### Your objective
Each line of the data that mentions the string "column" needs to be identified and copied.

### Working data
---+---

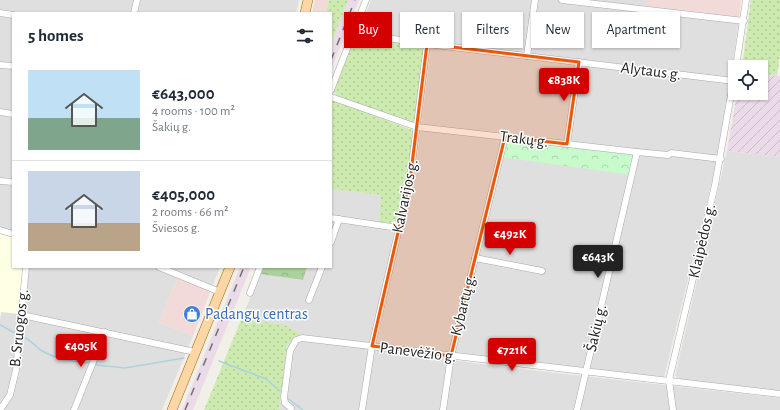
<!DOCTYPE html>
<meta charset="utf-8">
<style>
:root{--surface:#fff;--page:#f2f2f3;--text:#1f2937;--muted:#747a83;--line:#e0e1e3;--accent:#d40000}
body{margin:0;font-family:"Alegreya Sans",sans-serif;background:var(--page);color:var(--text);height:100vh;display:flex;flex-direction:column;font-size:15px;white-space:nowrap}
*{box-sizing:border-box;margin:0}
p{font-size:13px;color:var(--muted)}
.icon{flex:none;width:22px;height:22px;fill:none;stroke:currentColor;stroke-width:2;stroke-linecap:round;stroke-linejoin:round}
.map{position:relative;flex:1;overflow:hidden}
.panel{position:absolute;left:12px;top:12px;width:320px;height:256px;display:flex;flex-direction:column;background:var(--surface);border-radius:0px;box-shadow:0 1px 3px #0004}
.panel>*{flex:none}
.top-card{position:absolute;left:344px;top:12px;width:376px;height:36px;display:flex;gap:8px}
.controls{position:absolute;left:728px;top:60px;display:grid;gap:8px}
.controls a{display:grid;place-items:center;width:40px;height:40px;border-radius:0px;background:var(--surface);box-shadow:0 1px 3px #0004;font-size:20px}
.price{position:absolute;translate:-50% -34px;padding:0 9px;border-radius:4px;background:var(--accent);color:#fff;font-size:13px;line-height:26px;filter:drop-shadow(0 1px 2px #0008)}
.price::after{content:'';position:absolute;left:50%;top:24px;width:12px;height:9px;margin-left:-6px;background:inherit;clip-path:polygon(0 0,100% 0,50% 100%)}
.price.on{background:#222;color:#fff}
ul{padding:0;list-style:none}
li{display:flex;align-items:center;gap:12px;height:100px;padding:0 16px}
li+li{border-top:1px solid var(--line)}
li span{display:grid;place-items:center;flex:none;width:112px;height:80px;border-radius:0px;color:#555}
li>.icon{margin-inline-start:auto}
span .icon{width:48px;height:48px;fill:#fffc;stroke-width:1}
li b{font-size:17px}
h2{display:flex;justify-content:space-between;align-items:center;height:48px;padding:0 16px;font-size:17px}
.tag{padding:0 14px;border-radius:0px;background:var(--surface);box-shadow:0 1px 3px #0004;font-size:14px;line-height:36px}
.tag.on{background:var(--accent);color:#fff}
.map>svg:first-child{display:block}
.residential{fill:#e0dfdf}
.commercial{fill:#f2dad9}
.industrial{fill:url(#industrial-furrows)}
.education{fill:#ffffe5}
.railway{fill:#ebdbe8}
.grass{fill:url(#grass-dots)}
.forest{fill:url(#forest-crowns)}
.park{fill:url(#park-crowns)}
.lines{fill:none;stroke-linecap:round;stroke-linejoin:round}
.stream{stroke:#aad3df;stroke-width:1.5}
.minor-casing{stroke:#a9a9a9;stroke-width:7}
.primary-casing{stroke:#a06b00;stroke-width:10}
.minor{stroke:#fff;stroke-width:6}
.primary{stroke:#fcd6a4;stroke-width:9}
.rail{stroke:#707070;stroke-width:1.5;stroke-dasharray:8 8;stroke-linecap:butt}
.marked{fill:#e8590c;fill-opacity:0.2;stroke:#e8590c;stroke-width:3;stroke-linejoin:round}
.labels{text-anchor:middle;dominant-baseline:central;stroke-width:3;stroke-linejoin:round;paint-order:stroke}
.street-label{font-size:16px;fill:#222;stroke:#fff}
.shop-label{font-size:16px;fill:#366cbe;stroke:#fff;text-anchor:start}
</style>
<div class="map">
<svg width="780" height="410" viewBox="0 0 780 410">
<defs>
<pattern id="industrial-furrows" width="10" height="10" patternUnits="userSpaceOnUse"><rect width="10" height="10" fill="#ebdbe8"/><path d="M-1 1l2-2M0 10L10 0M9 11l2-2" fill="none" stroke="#c9bcc7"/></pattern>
<pattern id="grass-dots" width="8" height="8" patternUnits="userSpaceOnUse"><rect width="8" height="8" fill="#cdebb0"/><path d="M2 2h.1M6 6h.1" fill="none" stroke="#b0c997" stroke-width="1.8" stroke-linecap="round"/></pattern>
<pattern id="forest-crowns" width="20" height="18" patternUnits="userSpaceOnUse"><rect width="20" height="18" fill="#add19e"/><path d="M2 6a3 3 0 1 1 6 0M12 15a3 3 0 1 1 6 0" fill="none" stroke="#95b388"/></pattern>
<pattern id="park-crowns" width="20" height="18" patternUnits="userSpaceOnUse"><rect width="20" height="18" fill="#c8facc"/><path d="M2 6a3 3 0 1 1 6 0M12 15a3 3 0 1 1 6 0" fill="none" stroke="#acd6af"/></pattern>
</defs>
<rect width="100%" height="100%" fill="#f2efe9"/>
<g class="residential">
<polygon points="0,0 299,0 296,13 13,13 13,267 220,267 211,290 178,277 159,322 193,336 162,410 0,410"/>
<polygon points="371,0 647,0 646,6 739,17 723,135 716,165 664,377 377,344 402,223 414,181 432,41 362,31 360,28"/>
<polygon points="727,151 780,157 780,392 681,380 675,376"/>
<polygon points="331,189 382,195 379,222 331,216"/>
<polygon points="331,220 392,230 394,234 370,342 366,343 303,336 263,322 248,319 243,315 260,274 302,280 307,267 331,267"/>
<polygon points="298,340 307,340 495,366 780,398 780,410 279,410 287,345"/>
</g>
<g class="commercial">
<polygon points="315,0 329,0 326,13 312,13"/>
<polygon points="647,0 741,0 739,17 645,6"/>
<polygon points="178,277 211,290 193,336 159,322"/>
</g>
<polygon class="industrial" points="761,74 780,76 780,157 727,151 737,93 761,93"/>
<polygon class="education" points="0,234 7,235 13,238 13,267 23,267 19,314 1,312 0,319"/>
<g class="railway">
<polygon points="348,0 359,0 331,70 331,44"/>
<polygon points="240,267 251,267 193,410 182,410"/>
</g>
<g class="grass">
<polygon points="329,0 348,0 331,44 331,13 326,13"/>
<polygon points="751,0 780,0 780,55 777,75 761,74 761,67 742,67"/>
<polygon points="354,38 420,45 424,48 414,123 338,97 334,92 334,89"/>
<polygon points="333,100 412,130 414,133 409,178 398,220 389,223 379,222 381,195 331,189 331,101"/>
<polygon points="243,315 248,319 285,325 303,336 287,345 279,410 204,410"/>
</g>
<polygon class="forest" points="263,267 307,267 303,280 260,274"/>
<polygon class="park" points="505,137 637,152 632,175 500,157"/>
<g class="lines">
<g class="stream">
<polyline points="0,325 15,333"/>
<path d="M22,336C33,341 34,346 42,351C58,360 72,361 89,363"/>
<polyline points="219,361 266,379 280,391"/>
<polyline points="96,365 125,368 184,358"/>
<polyline points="286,397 303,410"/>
</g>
<g class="minor-casing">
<g id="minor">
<polyline points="562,0 744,21"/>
<polyline points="0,13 13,15"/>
<polyline points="134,13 137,0"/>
<polyline points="354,33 427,44 734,81"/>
<polyline points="527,56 535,0"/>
<polyline points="0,65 13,66"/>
<polyline points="736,67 746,0"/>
<polyline points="331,90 366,0"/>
<polyline points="331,97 417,127 637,152 668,155 671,153 721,159"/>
<polyline points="0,112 13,114"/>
<polyline points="567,144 579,62"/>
<polyline points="0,181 13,182"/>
<polyline points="331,218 398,228"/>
<polyline points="0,230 13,234"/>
<polyline points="331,242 339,219"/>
<polyline points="475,258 542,271"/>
<polyline points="159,267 220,292"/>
<polyline points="250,293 260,267"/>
<polyline points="309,300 322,267"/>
<polyline points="22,315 195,352"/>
<polyline points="291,408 285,403 284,397 290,351 296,340 302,338 780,394"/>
<polyline points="0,410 10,395 16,370 26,267"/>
<polyline points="74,410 105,332"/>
<polyline points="362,410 372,346 410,180 427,44"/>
<polyline points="443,410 451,356 505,137"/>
<polyline points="577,410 637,152"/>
<polyline points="673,410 669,380 715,185 735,72"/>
</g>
</g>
<g class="primary-casing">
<g id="primary">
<polyline points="305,13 308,0"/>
<polyline points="172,410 230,267"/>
</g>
</g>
<use href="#minor" class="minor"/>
<use href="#primary" class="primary"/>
<g class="rail">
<polyline points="331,60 355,0"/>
<polyline points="185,410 244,267"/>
</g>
</g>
<path class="marked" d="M427,44L579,62L567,144L505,137L451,356L372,346L410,180Z"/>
<defs>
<g id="shop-disc" transform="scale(0.9)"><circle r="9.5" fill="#3f7fe0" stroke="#fff"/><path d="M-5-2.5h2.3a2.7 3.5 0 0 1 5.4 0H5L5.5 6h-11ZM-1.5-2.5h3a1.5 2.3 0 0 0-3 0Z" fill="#fff"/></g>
</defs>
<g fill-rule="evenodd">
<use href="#shop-disc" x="192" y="314"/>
</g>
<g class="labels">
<g class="street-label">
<text transform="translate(651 71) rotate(7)">Alytaus g.</text>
<text transform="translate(524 139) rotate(7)">Trakų g.</text>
<text transform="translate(405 196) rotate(-78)">Kalvarijos g.</text>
<text transform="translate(702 241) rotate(-77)">Klaipėdos g.</text>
<text transform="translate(463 305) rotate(-76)">Kybartų g.</text>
<text transform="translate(19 328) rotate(-84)">B. Sruogos g.</text>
<text transform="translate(596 328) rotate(-77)">Šakių g.</text>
<text transform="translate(418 352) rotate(7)">Panevėžio g.</text>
</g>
<g class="shop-label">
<text x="205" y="314">Padangų centras</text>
</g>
</g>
</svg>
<div class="controls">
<a><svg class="icon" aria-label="locate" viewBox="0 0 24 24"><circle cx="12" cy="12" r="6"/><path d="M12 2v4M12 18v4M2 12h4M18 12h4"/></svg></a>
</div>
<b class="price" style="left:564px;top:102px">€838K</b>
<b class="price" style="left:510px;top:256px">€492K</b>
<b class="price on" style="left:598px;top:279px">€643K</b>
<b class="price" style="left:81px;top:368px">€405K</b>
<b class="price" style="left:512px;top:372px">€721K</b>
<div class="top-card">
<a class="tag on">Buy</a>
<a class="tag">Rent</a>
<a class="tag">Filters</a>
<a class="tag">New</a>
<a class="tag">Apartment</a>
</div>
<section class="panel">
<h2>5 homes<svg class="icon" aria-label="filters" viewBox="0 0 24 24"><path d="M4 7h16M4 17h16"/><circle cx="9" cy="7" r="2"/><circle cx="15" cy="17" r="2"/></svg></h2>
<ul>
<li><span style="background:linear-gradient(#bfe0f5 60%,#7fa58c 0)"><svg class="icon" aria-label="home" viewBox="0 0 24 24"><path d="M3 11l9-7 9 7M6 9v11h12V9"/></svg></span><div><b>€643,000</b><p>4 rooms · 100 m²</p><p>Šakių g.</p></div></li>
<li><span style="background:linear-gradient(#c9d6e8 65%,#b9a48a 0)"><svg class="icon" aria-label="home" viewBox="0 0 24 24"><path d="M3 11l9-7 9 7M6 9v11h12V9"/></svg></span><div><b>€405,000</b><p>2 rooms · 66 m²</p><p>Šviesos g.</p></div></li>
</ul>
</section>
</div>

---+---

### Solution to the problem
body{margin:0;font-family:"Alegreya Sans",sans-serif;background:var(--page);color:var(--text);height:100vh;display:flex;flex-direction:column;font-size:15px;white-space:nowrap}
.panel{position:absolute;left:12px;top:12px;width:320px;height:256px;display:flex;flex-direction:column;background:var(--surface);border-radius:0px;box-shadow:0 1px 3px #0004}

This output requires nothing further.